What is this guide?

Russian law restricts both the choice of law and the types of dispute resolution mechanisms that can be used for certain Russia-related Commercial Contracts. Recent changes to Russian law have caused a degree of uncertainty amongst clients as to what they can and cannot do when transacting with Russian parties or in transactions involving Russian entities.

This guide will help you to understand:

  • what restrictions apply and when;
  • what works and what does not for certain types of contracts;
  • traps to avoid; and
  • practical drafting solutions.

Who is it for?

This guide is primarily intended to assist in-house counsel who handle Russia-related Commercial Contracts and who need to have a practical understanding of the nuances of drafting dispute resolution and governing law clauses in the Russian context.

What are the key points?

Dispute resolution and governing law clauses in Russia-related Commercial Contracts need to be tailored to reflect the nuances of the Russian legal system, and parties need to understand the consequences of choosing certain dispute resolution options for Russia-related Commercial Contracts. The caseload in the Russian courts1 is generally high2, and as a result, judges may not have sufficient time to thoroughly consider all the issues at stake. As a consequence, time spent on securing effective dispute resolution and governing law clauses will invariably be time well spent.

The guide has two sections:

  • Governing law clauses (Section 1); and
  • Dispute resolution clauses (Section 2).

A properly drafted contract should have both clauses. When choosing the governing law of your contract, the key point is that Russian law restricts your choice in certain circumstances.
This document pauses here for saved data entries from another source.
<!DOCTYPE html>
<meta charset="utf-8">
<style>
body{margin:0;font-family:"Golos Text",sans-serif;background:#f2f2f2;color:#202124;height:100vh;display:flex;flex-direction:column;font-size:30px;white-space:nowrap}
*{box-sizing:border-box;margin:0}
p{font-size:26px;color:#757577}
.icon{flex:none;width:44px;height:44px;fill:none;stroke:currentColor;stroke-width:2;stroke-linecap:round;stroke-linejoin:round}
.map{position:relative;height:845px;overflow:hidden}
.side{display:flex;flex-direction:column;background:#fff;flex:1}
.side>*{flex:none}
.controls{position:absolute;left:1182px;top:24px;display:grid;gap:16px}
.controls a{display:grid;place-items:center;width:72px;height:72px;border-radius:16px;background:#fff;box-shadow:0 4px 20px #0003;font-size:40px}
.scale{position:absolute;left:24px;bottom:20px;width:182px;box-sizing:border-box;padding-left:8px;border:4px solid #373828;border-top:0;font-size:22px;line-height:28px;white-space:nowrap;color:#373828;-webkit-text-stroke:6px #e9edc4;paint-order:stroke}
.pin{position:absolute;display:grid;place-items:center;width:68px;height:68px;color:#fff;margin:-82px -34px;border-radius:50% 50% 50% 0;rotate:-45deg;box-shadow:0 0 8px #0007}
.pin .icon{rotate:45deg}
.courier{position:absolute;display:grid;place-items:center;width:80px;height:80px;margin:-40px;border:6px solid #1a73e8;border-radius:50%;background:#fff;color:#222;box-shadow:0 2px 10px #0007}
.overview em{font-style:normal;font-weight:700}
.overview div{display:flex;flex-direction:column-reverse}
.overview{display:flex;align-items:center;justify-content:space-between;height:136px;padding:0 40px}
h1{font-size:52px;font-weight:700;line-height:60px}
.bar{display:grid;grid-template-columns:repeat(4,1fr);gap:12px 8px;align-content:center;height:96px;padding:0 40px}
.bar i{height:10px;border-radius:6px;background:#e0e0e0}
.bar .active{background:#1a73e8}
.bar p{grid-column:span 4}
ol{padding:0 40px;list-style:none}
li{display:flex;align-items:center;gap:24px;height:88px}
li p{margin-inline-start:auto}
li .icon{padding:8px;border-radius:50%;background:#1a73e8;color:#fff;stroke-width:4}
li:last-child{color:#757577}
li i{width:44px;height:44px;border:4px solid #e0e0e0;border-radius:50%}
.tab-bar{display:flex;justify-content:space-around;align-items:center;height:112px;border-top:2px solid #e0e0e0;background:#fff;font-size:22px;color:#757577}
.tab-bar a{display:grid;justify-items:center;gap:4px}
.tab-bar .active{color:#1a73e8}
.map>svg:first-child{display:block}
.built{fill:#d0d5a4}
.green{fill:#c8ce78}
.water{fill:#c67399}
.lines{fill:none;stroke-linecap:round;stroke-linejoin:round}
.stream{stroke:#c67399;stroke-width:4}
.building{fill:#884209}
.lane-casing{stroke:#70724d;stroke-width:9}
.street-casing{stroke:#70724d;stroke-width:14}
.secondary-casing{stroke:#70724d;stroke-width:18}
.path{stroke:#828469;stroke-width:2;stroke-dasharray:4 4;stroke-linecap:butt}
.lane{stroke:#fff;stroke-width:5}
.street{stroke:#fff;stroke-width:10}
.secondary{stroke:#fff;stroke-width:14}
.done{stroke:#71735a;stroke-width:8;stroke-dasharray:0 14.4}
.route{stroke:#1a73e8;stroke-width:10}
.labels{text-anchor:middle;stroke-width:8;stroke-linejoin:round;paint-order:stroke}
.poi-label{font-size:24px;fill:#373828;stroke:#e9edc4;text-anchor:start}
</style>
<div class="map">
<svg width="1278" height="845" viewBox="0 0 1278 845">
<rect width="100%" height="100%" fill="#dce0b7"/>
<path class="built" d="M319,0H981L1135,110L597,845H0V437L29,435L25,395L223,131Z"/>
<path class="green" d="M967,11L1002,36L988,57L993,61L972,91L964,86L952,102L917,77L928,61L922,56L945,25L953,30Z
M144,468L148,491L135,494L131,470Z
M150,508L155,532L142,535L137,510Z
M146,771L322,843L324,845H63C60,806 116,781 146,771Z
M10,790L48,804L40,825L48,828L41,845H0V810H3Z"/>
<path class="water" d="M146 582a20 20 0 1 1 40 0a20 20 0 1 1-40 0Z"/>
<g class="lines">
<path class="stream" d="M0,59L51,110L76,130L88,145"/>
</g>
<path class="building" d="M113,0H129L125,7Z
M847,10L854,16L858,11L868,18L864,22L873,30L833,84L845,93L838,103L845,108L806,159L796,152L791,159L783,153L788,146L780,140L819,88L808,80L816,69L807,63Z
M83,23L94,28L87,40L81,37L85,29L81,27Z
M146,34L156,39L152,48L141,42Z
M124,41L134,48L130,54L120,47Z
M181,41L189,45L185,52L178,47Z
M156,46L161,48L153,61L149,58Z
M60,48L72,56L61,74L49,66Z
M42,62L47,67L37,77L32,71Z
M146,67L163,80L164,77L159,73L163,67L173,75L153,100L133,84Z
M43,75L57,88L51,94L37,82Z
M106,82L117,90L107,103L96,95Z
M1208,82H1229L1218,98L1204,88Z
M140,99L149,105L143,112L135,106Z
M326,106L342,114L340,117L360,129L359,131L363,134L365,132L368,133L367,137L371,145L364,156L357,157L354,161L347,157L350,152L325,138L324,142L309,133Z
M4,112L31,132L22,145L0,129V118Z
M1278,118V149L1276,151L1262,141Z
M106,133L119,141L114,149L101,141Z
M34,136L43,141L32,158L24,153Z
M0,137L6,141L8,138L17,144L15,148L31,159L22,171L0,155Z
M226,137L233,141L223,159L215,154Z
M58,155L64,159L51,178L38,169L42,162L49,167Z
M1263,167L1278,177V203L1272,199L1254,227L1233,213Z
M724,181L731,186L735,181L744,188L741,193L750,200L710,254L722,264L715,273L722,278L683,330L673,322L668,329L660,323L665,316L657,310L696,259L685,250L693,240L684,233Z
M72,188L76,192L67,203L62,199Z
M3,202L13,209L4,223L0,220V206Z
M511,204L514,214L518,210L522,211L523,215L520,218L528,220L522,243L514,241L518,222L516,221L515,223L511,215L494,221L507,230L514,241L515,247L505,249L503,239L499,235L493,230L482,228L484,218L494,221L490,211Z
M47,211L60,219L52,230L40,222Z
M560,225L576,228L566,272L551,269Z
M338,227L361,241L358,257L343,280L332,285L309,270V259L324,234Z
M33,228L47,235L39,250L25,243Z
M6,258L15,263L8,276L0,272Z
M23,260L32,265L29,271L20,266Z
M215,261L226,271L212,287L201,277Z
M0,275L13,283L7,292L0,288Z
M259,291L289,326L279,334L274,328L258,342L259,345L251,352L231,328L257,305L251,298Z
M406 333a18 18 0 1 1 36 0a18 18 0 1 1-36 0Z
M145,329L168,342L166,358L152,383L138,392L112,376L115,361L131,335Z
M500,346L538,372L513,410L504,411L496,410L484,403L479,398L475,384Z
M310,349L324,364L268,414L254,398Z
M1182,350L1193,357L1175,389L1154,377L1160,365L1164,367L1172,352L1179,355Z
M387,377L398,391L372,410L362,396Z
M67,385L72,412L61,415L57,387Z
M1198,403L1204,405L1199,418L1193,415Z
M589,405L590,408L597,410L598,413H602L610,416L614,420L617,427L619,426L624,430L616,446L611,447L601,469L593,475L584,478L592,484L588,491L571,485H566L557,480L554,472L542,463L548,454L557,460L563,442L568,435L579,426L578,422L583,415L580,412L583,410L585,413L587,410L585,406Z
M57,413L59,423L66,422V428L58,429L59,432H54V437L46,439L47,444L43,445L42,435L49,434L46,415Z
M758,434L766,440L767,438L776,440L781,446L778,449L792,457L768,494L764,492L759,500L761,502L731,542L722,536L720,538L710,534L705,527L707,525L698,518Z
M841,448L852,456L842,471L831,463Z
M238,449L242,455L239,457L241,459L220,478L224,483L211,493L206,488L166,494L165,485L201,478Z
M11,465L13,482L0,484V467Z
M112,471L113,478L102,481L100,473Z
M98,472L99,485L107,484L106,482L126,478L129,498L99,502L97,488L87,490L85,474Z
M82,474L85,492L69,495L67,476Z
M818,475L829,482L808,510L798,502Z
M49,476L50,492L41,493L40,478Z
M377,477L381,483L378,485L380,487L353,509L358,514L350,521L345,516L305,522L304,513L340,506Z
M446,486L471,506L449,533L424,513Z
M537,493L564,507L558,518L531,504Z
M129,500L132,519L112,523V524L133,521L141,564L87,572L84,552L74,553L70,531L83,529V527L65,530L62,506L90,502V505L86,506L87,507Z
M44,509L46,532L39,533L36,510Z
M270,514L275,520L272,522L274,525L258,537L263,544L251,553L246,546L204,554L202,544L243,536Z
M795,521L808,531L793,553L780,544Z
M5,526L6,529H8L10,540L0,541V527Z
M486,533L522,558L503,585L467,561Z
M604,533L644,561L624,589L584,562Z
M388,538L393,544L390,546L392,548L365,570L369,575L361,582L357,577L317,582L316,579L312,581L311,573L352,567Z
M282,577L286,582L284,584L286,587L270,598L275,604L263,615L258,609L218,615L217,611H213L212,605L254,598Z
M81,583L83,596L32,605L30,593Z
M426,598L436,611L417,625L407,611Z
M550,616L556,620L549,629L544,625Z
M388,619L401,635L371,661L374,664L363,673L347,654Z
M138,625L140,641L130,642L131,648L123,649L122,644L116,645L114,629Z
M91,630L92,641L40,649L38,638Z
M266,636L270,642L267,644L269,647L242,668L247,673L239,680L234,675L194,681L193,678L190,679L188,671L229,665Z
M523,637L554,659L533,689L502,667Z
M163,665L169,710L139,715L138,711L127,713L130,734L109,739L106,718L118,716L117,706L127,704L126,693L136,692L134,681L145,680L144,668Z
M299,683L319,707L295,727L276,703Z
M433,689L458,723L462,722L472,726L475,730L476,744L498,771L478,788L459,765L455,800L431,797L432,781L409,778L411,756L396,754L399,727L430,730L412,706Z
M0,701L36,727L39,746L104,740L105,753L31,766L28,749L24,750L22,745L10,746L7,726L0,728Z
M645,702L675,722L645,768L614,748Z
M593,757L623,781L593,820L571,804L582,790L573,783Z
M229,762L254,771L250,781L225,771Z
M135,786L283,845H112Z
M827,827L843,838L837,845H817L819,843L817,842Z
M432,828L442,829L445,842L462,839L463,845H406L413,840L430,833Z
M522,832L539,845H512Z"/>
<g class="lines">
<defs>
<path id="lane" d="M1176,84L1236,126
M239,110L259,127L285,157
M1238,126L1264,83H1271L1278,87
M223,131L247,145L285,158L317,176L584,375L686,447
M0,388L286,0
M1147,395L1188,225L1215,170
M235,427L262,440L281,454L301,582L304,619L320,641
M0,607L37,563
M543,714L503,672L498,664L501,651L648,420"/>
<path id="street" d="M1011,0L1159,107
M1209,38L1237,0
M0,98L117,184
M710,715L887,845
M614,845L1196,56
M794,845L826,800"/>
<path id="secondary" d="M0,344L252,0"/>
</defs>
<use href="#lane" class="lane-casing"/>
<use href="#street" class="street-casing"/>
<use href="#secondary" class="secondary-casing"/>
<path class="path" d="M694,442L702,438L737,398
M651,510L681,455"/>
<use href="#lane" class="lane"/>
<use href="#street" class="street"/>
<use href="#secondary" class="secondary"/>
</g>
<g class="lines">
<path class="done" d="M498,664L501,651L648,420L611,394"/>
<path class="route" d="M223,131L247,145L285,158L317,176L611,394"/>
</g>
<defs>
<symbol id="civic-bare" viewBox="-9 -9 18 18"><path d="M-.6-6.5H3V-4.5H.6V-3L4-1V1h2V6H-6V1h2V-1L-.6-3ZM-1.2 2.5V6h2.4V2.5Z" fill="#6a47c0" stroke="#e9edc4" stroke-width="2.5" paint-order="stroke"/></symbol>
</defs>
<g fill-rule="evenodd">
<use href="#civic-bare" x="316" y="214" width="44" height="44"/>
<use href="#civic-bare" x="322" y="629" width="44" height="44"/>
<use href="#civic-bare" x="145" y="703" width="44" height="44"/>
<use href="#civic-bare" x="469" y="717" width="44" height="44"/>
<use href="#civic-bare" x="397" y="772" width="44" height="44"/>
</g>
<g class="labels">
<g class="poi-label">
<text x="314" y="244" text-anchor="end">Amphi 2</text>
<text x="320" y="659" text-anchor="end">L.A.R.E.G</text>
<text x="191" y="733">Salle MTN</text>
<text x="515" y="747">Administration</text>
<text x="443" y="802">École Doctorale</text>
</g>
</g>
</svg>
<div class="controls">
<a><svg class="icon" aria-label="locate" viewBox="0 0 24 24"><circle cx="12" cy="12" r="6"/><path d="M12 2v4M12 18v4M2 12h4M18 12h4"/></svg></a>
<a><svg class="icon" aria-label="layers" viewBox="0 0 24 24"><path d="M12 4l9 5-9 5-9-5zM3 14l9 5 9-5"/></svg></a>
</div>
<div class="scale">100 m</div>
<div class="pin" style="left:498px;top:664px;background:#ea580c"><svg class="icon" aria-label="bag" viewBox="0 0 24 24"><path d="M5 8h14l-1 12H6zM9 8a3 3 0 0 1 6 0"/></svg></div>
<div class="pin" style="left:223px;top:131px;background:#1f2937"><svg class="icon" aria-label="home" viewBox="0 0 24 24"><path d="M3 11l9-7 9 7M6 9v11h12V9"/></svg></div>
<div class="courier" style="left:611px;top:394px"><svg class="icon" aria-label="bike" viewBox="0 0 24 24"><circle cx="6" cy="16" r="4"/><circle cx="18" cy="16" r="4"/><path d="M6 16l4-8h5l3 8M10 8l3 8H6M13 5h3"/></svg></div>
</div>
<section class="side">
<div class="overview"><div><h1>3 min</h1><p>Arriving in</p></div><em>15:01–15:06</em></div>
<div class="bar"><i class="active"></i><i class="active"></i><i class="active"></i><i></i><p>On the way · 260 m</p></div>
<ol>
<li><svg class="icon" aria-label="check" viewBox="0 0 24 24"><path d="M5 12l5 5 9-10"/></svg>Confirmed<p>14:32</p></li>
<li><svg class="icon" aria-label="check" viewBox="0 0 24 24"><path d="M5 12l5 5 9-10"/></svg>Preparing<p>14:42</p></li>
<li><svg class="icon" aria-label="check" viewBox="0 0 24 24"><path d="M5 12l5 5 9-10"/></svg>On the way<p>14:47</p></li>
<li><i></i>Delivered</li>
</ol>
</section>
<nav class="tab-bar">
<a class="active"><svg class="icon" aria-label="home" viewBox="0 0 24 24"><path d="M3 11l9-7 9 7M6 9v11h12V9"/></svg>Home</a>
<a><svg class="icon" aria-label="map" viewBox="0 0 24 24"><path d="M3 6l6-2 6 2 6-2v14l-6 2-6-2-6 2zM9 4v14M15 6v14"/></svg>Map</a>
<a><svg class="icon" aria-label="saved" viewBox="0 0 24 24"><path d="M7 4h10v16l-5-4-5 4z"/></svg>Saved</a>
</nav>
These circumstances are set out in Section 1. Where any of them applies, Russian law must govern your contract in order for it to be recognised and enforced within Russia.3

When drafting a dispute resolution clause, we suggest that non-Russian parties adopt the following approach:

  • First, consider whether it is mandatory as a matter of Russian law for the dispute to be resolved through litigation in Russian courts, ie whether the dispute is non-arbitrable or falls within the exclusive jurisdiction of Russian courts4, or whether you have the freedom to opt for arbitration or offshore litigation.
  • Second, if Russian court litigation is not mandatory and arbitration is preferred, consider whether it is mandatory that any arbitration:
    • be seated in Russia;
    • be seated in Russia and be heard by a permanent arbitration institution ("PAI"); or
    • be heard by a PAI (where there is an option for arbitration seated offshore).
  • Third, if there are no Russian law restrictions (and you can do so as a matter of commercial bargaining power), consider opting for arbitration with a seat outside of Russia or national court litigation in the jurisdiction where enforcement is likely to take place.

Section 2 explains these points in more detail.

The contents of this publication are for reference purposes only. They do not constitute legal advice and should not be relied upon as such. Given the complexity of the Russian legal system, this guide can only ever be introductory in nature. Each clause should be carefully drafted, taking into consideration the likely types of disputes, the exigencies of a given situation and the applicable laws. There are many sector-specific and deal-specific issues which justify departure from the general principles set out in this guide.

Russian law and regulation are subject to regular change. This guide reflects the law as at September 2020.